Defendant argues that Hollis was the initial aggressor, and any subsequent physical altercation between himself and Hollis prior to defendant’s arrest was part of the same incident Hollis initiated. The trial court here, however, explicitly weighed the video of the incident above the other evidence and concluded that Hollis retreated from the initial fight. We find that this interpretation was not so unreasonable that reversal is required. Defendant’s argument amounts to a request that we reweigh the evidence and substitute our judgment for that of the trial court, which we may not do. See Hardman, 2017 IL 121453, ¶ 37, 422 Ill. Dec. 805, 104 N.E.3d 372.

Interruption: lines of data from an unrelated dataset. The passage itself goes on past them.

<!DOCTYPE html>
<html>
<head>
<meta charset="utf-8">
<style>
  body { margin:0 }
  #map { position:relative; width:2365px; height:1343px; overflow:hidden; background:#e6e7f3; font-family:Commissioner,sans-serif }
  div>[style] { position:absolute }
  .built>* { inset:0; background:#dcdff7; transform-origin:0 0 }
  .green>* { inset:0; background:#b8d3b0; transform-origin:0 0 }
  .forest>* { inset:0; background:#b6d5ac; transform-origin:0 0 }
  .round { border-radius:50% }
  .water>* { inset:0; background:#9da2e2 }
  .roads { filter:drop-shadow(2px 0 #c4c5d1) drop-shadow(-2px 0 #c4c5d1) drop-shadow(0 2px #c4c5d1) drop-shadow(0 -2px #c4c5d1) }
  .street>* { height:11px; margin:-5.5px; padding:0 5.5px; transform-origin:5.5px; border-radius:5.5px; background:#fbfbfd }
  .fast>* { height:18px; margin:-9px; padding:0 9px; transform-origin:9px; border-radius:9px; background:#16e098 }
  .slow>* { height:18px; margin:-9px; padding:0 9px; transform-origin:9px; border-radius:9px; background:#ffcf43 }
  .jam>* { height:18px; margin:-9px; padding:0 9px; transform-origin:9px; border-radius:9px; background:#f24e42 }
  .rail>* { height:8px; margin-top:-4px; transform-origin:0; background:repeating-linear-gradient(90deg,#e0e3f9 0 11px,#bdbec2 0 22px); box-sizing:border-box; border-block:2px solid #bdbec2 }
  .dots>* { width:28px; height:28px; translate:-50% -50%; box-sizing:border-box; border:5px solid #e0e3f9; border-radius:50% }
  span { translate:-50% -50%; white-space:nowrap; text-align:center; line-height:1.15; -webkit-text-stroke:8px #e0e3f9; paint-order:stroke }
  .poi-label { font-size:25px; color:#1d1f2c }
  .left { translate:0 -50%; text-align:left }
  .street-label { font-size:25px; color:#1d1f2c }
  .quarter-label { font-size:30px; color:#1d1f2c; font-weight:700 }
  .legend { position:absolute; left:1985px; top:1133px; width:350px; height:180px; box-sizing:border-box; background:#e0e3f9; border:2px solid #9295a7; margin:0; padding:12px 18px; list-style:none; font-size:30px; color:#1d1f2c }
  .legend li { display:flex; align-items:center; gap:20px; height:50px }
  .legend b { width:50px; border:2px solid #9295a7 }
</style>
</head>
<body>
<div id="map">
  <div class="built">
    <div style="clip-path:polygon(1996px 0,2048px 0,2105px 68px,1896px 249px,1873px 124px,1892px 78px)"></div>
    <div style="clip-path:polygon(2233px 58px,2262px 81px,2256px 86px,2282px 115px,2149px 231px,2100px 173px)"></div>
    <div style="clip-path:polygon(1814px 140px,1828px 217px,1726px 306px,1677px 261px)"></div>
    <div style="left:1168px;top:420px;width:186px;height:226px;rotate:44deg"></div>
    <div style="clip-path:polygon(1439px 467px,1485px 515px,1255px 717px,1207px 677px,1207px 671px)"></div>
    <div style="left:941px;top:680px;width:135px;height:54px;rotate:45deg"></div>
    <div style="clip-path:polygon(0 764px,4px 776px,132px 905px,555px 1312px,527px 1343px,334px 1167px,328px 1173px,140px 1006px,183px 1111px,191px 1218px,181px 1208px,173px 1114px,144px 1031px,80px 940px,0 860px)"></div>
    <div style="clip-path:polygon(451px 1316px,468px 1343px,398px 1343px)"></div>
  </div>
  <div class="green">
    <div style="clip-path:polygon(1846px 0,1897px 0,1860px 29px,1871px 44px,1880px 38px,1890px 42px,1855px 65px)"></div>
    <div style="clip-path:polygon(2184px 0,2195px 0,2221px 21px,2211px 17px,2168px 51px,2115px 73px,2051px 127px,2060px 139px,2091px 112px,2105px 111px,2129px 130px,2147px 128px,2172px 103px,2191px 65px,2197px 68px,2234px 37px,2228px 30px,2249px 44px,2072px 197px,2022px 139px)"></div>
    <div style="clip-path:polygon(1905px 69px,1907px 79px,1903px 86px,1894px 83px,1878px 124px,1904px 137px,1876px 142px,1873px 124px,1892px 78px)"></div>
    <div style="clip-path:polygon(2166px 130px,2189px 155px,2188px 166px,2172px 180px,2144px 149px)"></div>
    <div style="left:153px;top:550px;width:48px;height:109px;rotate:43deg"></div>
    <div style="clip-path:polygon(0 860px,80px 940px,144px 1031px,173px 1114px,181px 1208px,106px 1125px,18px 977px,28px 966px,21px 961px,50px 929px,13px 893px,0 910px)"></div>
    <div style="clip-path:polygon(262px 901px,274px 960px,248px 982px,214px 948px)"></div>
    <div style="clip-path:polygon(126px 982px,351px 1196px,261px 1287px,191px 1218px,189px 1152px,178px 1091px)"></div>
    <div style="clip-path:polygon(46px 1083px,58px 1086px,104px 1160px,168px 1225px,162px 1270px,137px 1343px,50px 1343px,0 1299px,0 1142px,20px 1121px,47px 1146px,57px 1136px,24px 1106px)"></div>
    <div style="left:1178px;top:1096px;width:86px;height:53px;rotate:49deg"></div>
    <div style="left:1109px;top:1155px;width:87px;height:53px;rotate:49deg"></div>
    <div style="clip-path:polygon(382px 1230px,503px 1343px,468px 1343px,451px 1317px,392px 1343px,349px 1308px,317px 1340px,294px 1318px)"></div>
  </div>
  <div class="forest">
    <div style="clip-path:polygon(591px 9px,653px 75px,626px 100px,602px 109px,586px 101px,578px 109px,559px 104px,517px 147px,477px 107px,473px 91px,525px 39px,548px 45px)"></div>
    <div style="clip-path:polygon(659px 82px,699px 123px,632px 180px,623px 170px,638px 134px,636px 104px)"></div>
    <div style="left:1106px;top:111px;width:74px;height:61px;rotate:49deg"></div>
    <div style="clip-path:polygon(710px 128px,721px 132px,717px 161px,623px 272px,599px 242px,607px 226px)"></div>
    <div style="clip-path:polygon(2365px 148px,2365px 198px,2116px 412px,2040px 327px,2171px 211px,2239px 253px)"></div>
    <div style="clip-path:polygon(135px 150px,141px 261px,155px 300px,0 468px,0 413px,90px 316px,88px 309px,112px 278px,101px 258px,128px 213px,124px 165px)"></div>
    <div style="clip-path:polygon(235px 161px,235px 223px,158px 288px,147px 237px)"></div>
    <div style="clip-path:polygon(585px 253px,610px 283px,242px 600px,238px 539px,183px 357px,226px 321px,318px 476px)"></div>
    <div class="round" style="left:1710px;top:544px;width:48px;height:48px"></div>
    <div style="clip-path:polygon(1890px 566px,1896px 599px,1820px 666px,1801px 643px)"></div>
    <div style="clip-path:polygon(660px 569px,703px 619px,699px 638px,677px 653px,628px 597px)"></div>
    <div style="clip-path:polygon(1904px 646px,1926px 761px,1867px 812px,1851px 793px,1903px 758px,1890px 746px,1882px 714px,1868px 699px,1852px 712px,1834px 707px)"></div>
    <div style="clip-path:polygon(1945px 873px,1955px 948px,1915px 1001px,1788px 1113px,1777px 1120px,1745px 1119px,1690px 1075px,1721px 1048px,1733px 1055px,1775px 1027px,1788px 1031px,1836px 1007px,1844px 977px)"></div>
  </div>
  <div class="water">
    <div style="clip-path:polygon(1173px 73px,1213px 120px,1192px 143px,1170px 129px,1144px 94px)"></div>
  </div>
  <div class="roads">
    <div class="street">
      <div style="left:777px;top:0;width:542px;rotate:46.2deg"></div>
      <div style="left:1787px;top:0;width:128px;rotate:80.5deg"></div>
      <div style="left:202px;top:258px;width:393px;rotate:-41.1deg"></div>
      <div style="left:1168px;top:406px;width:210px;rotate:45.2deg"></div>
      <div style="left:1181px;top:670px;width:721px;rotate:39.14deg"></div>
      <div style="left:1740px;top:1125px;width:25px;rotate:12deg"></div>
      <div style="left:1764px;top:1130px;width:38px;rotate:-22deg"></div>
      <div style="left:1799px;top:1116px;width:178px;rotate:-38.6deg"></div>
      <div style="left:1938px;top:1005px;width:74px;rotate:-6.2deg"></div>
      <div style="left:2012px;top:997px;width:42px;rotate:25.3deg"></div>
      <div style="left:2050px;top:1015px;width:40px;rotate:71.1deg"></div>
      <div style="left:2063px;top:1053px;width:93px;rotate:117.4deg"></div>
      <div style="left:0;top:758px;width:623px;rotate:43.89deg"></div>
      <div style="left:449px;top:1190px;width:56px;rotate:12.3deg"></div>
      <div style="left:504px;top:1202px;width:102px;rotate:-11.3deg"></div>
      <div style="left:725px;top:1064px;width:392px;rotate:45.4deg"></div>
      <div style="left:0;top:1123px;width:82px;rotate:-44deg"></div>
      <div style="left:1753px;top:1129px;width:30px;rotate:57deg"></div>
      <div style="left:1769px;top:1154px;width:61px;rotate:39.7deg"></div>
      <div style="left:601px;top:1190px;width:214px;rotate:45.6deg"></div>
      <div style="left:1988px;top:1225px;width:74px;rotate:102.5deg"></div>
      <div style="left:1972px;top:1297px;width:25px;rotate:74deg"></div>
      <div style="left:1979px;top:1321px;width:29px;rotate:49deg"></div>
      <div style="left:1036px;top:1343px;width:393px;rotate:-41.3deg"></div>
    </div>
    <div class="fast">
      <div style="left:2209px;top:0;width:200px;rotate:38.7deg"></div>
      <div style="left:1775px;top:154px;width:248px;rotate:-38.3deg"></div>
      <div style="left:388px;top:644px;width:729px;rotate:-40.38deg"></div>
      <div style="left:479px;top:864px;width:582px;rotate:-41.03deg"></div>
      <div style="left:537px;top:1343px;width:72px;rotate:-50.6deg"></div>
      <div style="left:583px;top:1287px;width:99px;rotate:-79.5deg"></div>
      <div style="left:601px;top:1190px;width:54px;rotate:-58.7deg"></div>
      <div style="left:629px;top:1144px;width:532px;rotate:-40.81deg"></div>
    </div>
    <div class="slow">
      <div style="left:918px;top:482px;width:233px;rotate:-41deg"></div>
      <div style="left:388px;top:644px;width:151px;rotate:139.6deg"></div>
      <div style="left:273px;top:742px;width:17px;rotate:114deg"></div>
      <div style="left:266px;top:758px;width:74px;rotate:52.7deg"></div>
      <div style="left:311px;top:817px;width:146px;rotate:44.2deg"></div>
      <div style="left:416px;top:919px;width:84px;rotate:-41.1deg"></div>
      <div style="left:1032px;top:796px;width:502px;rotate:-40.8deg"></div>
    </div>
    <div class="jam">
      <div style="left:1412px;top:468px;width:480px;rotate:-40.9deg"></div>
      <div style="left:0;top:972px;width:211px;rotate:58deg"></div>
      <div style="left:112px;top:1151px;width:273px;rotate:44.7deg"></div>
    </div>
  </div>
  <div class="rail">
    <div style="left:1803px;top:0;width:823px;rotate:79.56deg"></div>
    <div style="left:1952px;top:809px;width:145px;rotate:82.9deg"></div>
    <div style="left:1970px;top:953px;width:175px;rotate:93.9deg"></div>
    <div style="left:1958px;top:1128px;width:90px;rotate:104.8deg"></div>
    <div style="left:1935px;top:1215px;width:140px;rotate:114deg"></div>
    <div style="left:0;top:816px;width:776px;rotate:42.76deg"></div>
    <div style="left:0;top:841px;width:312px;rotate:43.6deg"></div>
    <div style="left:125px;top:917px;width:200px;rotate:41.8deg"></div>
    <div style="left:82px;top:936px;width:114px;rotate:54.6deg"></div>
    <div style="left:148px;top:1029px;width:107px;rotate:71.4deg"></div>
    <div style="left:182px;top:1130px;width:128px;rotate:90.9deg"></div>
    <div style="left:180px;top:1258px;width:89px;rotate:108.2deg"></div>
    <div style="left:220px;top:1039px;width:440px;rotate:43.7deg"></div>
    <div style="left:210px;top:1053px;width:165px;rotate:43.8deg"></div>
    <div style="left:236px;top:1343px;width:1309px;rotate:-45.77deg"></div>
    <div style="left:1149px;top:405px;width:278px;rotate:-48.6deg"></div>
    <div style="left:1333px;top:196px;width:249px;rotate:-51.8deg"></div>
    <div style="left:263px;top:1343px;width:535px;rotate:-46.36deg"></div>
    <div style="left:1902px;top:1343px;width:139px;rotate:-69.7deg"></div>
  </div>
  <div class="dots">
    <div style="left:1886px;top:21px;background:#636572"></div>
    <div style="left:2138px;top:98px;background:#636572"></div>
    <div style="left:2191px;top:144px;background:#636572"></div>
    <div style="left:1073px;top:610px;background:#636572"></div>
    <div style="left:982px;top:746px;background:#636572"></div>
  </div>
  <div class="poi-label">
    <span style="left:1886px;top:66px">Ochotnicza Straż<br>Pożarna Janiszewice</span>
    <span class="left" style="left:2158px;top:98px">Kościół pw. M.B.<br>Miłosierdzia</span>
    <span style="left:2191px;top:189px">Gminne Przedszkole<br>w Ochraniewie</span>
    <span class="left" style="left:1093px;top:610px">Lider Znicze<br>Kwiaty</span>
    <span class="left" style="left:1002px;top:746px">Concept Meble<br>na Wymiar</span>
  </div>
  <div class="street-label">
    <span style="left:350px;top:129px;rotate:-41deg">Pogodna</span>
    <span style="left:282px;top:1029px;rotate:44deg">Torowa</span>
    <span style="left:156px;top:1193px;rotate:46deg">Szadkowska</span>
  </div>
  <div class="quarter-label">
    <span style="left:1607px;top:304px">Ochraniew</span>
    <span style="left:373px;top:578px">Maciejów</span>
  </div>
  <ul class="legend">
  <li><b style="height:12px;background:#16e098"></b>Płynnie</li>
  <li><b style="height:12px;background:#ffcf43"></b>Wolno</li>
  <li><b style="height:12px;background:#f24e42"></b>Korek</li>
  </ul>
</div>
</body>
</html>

Finally, defendant points to People v. Rodriguez, 258 Ill. App. 3d 579, 631 N.E.2d 427, 197 Ill. Dec. 424 (1994), for the proposition that a defendant need not show perfect judgment in using self-defense in a situation where it is warranted, and thus, even if defendant arguably overreacted by hitting Hollis with a metal pipe, this does not defeat the affirmative defense. See Rodriguez, 258 Ill. App. 3d at 584. This principal is inapposite, however, because the factfinder determined that self-defense was not warranted once Hollis retreated, a conclusion that was supported by the record.

In sum, the circuit court rationally found that the State refuted defendant’s affirmative defense beyond a reasonable doubt, and accordingly, we affirm his conviction.



  1. Because defendant and Gable Jones have the same last name, we refer to Gable by his first name. He was represented by different counsel at trial and is not a party to this appeal.
  2. Mendez’s first name does not appear in the report of proceedings.